Tips for a Safe, Healthy Thanksgiving Meal
If you've decided to have turkey as the main entrée for your Thanksgiving feast, how do you safely defrost and prep the bird before you pop it in your oven? Ryerson University professors Marilyn Lee, School of Occupational and Public Health, and Yvonne Yuan, School of Nutrition, offer tips on how to safely roast that perfect turkey and have a delicious healthy dinner that's easy on the waistline.
Turkey prepping 101:
- First, thaw the turkey in your fridge. If it's a big bird, it will take a few days so plan to buy the bird at least a week in advance of your holiday meal. After the turkey is defrosted, make sure that all the juices are wiped up, the paper towels thrown out, and the surfaces or utensils that the meat juices touched are washed in hot, sudsy water, rinsed, and disinfected. Always wash and disinfect your cutting boards and utensils when alternating between cutting up raw and cooked ingredients. A good disinfecting solution can be made from half a teaspoon of household bleach added to a cup of water. Don't forget to wash your hands!
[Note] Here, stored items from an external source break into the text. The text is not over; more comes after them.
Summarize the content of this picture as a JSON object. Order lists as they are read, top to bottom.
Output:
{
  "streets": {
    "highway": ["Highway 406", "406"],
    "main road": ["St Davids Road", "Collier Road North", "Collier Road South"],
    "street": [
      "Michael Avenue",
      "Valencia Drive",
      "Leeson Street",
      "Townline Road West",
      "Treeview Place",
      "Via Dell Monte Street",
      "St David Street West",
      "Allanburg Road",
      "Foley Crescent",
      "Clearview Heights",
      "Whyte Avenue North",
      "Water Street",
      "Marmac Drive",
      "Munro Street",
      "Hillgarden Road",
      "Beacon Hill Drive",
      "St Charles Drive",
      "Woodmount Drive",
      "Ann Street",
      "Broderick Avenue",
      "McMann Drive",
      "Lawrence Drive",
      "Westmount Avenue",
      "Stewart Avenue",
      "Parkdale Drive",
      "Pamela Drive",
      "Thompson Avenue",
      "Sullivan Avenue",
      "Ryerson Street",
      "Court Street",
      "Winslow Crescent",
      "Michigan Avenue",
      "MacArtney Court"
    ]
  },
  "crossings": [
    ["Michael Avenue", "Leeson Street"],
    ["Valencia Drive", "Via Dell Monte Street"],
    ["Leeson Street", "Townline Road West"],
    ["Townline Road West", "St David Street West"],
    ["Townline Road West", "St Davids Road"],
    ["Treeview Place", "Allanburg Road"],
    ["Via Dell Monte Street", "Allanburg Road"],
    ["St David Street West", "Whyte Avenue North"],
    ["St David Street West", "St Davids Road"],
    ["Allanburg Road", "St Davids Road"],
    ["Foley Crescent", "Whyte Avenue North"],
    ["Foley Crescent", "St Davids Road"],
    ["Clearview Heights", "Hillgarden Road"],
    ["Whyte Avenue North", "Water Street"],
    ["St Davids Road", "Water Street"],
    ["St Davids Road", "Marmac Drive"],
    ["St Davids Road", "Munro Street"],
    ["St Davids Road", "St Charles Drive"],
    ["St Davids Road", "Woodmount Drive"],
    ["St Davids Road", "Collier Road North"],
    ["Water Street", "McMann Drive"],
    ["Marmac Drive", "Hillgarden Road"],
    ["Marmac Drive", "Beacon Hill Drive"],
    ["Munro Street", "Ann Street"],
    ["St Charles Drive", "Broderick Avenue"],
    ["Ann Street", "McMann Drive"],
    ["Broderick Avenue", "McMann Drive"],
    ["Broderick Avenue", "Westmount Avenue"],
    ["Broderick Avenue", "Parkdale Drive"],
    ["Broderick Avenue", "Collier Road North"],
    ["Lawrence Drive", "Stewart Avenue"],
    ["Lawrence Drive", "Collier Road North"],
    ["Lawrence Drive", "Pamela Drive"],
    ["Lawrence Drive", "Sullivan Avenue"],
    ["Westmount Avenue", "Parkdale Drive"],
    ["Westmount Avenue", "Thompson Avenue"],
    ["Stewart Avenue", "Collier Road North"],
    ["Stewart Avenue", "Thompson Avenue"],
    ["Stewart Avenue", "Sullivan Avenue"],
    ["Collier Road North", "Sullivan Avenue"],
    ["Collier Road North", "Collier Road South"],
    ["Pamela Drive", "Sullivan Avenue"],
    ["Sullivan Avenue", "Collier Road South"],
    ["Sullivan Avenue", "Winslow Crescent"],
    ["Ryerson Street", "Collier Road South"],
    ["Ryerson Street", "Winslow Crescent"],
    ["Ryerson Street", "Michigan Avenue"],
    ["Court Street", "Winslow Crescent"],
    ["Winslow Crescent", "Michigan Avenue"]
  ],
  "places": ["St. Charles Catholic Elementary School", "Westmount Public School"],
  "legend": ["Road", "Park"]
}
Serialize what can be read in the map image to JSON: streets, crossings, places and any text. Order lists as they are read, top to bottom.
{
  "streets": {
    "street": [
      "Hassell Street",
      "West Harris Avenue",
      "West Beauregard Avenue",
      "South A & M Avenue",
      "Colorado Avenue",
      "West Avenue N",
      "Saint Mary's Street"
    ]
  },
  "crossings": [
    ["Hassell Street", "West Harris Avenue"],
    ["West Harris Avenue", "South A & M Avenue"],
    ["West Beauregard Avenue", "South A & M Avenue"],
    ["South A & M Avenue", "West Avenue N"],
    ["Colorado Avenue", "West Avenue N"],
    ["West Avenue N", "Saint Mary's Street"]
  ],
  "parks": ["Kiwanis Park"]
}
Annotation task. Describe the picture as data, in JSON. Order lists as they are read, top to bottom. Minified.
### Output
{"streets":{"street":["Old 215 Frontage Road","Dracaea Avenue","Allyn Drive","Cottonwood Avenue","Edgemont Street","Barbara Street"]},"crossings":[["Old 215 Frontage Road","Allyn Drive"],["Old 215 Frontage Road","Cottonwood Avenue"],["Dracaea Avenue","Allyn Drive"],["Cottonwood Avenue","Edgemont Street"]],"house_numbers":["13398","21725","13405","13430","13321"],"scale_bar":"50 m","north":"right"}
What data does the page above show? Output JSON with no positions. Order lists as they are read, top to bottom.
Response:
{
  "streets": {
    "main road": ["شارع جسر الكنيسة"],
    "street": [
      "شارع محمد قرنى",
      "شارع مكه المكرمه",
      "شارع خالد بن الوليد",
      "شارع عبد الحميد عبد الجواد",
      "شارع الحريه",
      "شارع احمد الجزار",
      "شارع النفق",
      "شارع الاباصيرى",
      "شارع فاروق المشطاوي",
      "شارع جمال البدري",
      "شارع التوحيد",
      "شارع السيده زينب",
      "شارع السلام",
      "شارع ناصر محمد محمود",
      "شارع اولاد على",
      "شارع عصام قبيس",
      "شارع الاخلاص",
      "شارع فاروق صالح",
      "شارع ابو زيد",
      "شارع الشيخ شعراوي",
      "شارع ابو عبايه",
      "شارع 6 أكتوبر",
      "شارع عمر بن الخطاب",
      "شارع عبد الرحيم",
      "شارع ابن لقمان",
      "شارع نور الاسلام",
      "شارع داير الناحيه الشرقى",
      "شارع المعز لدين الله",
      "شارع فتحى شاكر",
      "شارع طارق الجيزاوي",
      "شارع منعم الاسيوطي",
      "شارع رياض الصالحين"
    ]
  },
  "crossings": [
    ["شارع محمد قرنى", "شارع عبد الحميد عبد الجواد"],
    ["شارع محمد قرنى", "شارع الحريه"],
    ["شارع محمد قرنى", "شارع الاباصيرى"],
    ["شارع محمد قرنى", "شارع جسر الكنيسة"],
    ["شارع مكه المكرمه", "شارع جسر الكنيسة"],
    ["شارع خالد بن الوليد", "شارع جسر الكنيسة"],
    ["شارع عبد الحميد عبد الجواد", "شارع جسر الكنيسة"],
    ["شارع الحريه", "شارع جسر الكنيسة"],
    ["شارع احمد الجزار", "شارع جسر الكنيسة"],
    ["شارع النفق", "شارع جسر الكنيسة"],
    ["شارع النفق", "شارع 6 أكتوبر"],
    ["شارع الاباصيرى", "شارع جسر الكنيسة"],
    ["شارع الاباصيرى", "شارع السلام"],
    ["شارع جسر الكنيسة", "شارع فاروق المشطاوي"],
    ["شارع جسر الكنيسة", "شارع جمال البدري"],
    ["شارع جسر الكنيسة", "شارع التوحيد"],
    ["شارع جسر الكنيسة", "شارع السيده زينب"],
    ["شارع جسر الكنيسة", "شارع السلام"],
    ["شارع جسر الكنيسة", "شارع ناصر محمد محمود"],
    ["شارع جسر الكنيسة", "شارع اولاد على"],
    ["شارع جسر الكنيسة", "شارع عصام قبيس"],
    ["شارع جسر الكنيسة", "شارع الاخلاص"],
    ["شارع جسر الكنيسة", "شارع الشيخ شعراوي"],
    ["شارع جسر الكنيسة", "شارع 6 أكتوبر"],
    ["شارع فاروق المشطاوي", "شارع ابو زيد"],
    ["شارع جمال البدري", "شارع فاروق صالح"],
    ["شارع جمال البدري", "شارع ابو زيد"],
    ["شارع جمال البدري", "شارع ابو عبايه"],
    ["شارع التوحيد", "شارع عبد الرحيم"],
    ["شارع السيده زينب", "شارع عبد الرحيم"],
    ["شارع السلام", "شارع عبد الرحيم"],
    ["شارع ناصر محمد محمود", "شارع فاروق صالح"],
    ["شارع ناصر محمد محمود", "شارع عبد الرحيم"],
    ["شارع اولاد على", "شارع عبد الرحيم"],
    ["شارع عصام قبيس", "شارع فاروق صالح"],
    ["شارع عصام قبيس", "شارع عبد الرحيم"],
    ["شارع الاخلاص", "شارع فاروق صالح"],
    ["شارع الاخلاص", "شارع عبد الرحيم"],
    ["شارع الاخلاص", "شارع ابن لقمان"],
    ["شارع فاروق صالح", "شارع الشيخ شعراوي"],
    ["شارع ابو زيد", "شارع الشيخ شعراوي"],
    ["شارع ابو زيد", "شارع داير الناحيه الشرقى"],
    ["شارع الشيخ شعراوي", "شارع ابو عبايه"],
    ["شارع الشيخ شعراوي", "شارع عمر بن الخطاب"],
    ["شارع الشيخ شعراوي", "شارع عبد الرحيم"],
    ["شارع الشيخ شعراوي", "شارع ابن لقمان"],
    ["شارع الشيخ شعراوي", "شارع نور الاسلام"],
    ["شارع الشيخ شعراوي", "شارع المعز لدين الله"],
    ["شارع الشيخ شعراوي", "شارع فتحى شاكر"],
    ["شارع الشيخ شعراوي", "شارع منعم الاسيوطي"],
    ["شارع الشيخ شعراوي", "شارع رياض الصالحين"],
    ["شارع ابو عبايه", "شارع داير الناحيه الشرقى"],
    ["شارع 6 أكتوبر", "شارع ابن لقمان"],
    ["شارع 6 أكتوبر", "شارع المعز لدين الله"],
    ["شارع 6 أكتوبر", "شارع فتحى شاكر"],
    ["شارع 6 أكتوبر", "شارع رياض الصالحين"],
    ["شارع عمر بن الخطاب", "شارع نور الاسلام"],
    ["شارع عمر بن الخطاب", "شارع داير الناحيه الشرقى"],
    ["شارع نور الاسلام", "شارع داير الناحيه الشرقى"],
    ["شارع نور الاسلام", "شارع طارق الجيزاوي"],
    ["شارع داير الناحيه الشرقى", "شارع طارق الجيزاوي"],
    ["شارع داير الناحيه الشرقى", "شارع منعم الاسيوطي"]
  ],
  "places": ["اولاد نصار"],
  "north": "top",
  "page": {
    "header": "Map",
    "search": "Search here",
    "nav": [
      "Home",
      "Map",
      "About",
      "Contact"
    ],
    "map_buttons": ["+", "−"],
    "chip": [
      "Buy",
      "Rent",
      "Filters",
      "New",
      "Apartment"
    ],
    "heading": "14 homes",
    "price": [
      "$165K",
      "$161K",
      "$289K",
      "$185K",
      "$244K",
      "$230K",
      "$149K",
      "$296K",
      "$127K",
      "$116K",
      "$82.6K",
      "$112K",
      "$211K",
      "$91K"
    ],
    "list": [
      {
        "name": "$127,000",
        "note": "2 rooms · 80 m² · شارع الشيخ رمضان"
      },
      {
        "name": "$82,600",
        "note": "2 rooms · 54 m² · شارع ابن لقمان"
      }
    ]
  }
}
- A turkey should reach an internal temperature of 180 degrees F to ensure that salmonella bacteria are destroyed. You shouldn't wiggle the leg or judge by how it looks to determine if the turkey is done. Purchase a thermometer that has a probe long enough to reach the middle of the bird/stuffing, and can be left in while the turkey cooks.
- Stuffing for the turkey is best prepared on the stovetop. If you decide to stuff the bird, it will take longer to reach 180 degrees F. Make sure the probe thermometer goes all the way to the middle of the stuffing.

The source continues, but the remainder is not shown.